One day after Honolulu Prosecutor Keith Kaneshiro announced he was taking paid leave, the City Council on Friday passed a resolution allowing up to $75,000 for a private law firm to defend him in an impeachment proceeding.
Resolution 19-22 provides payment to McCorriston Miller Mukai MacKinnon LLP for representing Kaneshiro in the case brought by a group of Oahu residents led by businessman Tracy Yoshimura. Council members Kymberly Pine and Heidi Tsuneyoshi voted against the payment while five other Council members voiced support for the resolution “with reservations.” Council members Ikaika Anderson and Ron Menor were excused from the meeting.
Also Friday, the Council approved Resolution 19-46 granting $100,000 in legal fees for McCorriston to represent Kaneshiro in a separate malicious-prosecution case brought by Yoshimura. The Council had approved an initial $20,000 payment in June.
Yoshimura, whose impeachment petition has more than 1,000 signatures, brought the impeachment action in response to news reports that Kaneshiro
received a “target letter” from federal authorities that is believed to be tied to the public corruption case that has resulted in the indictments of former Honolulu Police Chief Louis Kealoha and his wife, former Deputy Prosecutor Katherine Kealoha, who worked under Kaneshiro.
Kaneshiro has served 16 years as city prosecutor and last won re-election to a four-year term in 2016.
The Council members who supported the resolution explained that while they’re uncomfortable paying his legal fees, attorneys with the Department of Corporation Counsel say the City Charter requires the city to provide employees with representation in legal matters tied to their official powers and duties.
Because the department is already representing the city in the malicious-prosecution lawsuit filed by Yoshimura against Kaneshiro, Katherine Kealoha and others, outside “special counsel” is necessary, according to the resolution. That lawsuit is tied to cases, which were eventually dropped, that involved so-called sweepstakes machines.
“It’s very hard for us to vote for this … but it’s even more difficult to shirk our responsibilities, especially at the request of Corp Counsel,” Council Chairwoman Ann Kobayashi said.
Keith Kiuchi, Yoshimura’s attorney, told the Honolulu Star-Advertiser on Thursday that even though Kaneshiro decided to step down temporarily, his client believes the city prosecutor should be removed permanently from office.
A status conference on the impeachment petition is scheduled Monday before Circuit Judge Jeffrey Crabtree.
Kaneshiro announced Thursday he was going on administrative leave after state Attorney General Clare Connors called for him to step down. Connors last month filed a petition urging the Hawaii Supreme Court to suspend Kaneshiro based on the allegations against him since he had not left on his own.

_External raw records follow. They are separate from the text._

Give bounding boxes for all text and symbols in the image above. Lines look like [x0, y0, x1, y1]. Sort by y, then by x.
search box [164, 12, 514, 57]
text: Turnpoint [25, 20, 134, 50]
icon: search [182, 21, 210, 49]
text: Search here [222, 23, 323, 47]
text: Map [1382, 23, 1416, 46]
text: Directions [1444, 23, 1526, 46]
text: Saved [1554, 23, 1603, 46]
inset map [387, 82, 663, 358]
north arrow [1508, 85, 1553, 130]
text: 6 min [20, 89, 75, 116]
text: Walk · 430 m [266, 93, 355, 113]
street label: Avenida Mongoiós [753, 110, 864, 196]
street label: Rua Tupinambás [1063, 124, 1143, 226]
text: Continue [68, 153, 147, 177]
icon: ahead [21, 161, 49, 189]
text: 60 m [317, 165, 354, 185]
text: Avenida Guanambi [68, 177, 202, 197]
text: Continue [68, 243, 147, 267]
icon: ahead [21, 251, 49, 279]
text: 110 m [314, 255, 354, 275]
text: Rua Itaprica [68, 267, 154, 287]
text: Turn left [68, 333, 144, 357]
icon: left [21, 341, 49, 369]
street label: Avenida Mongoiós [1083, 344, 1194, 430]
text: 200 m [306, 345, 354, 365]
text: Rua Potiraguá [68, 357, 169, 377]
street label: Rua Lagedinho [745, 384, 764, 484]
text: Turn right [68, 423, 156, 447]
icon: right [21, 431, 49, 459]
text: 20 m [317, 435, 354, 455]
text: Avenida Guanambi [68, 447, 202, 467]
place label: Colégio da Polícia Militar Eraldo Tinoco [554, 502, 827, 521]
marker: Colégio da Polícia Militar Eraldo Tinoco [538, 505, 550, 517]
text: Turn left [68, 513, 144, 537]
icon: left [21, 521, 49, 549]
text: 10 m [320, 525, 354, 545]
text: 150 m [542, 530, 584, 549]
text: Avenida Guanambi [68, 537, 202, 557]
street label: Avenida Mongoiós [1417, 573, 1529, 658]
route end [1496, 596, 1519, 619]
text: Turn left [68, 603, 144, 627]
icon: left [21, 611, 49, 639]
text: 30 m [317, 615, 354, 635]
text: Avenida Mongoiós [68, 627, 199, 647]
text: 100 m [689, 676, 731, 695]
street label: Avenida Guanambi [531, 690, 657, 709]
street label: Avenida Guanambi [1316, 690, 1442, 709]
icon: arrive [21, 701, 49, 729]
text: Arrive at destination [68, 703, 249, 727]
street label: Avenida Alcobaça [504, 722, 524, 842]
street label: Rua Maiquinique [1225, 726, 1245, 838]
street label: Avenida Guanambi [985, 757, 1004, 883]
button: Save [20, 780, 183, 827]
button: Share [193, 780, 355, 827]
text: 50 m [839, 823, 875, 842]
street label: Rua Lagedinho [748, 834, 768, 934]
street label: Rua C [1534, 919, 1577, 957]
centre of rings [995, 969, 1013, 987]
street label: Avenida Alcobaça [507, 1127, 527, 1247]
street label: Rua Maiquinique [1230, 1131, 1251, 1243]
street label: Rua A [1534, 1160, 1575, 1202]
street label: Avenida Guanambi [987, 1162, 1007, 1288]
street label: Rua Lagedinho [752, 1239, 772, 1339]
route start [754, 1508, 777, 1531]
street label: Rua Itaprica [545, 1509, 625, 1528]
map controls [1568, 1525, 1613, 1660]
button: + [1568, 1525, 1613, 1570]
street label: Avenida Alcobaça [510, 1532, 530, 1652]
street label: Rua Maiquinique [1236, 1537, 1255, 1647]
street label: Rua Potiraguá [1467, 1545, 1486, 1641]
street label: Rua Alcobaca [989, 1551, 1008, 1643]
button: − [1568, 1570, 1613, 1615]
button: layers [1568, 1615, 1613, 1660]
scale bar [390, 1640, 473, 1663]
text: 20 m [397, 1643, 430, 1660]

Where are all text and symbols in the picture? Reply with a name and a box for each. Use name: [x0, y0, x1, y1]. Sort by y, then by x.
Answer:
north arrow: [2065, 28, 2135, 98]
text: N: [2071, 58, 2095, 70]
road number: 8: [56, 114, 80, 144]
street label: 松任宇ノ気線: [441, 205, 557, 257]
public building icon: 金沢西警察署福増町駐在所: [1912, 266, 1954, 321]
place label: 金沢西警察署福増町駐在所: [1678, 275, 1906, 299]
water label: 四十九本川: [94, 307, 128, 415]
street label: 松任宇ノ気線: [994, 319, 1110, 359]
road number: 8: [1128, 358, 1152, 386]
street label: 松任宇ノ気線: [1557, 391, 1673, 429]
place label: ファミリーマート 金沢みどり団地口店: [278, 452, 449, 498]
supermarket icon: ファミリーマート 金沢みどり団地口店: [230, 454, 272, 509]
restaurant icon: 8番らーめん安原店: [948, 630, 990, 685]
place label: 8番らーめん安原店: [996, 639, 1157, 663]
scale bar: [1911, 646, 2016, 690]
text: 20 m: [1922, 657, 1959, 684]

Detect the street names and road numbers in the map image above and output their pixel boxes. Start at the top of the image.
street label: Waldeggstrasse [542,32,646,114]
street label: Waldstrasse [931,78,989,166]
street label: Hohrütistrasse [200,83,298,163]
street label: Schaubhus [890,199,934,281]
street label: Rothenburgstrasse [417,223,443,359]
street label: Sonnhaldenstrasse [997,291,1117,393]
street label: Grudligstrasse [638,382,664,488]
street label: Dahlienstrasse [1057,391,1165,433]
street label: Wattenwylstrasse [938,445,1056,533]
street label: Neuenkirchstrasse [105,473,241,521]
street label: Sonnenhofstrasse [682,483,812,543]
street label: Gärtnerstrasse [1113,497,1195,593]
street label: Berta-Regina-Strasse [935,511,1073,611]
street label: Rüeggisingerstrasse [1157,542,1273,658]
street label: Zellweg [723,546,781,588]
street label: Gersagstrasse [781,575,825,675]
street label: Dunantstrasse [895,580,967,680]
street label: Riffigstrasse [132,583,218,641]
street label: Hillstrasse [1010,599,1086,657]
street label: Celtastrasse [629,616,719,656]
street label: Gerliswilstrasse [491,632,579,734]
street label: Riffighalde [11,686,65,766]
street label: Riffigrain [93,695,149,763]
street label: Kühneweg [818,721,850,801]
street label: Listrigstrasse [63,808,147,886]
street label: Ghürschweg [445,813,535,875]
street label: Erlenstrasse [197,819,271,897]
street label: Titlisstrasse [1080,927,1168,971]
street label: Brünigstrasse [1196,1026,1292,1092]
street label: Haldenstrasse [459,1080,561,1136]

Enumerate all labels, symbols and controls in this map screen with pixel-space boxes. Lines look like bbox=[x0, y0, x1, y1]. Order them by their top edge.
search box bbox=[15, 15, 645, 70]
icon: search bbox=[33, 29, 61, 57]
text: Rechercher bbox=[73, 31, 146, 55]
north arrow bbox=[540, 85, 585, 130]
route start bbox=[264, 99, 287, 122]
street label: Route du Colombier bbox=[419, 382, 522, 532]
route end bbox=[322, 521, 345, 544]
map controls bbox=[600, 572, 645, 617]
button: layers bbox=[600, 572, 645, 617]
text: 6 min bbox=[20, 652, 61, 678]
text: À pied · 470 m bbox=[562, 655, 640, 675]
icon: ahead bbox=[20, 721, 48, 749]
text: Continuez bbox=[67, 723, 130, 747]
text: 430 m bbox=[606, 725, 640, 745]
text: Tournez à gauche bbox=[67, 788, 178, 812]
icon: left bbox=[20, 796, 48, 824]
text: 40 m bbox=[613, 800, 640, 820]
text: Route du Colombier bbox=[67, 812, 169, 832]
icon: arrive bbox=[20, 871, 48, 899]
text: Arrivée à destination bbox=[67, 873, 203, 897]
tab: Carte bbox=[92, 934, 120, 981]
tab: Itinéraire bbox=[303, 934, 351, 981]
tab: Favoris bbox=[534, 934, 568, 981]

Like Kaneshiro, former Police Chief Louis Kealoha and city Corporation Counsel Donna Leong also went on paid leave after receiving target letters from federal authorities.
When asked which city employees are eligible for paid leave and about the process involved in granting it, city spokesman Andrew Pereira told the Star-Advertiser that “an appointing authority has the authority to take all personnel actions, including placing a City and County of Honolulu officer or employee on unpaid or paid leave for various reasons, including when an employee is under investigation for an alleged work-related offense, or when the employee’s presence at the work site is deemed to be detrimental to the operations of the workplace.”
The appointing authority determines on a case-by-case basis to place an employee on such unpaid or paid leave, and when the employee returns to work, Pereira said.
Leong’s paid leave, announced in January, was approved by Mayor Kirk Caldwell, who appointed her, Pereira said. He said he did not know who approved paid leave for Louis Kealoha or Kaneshiro.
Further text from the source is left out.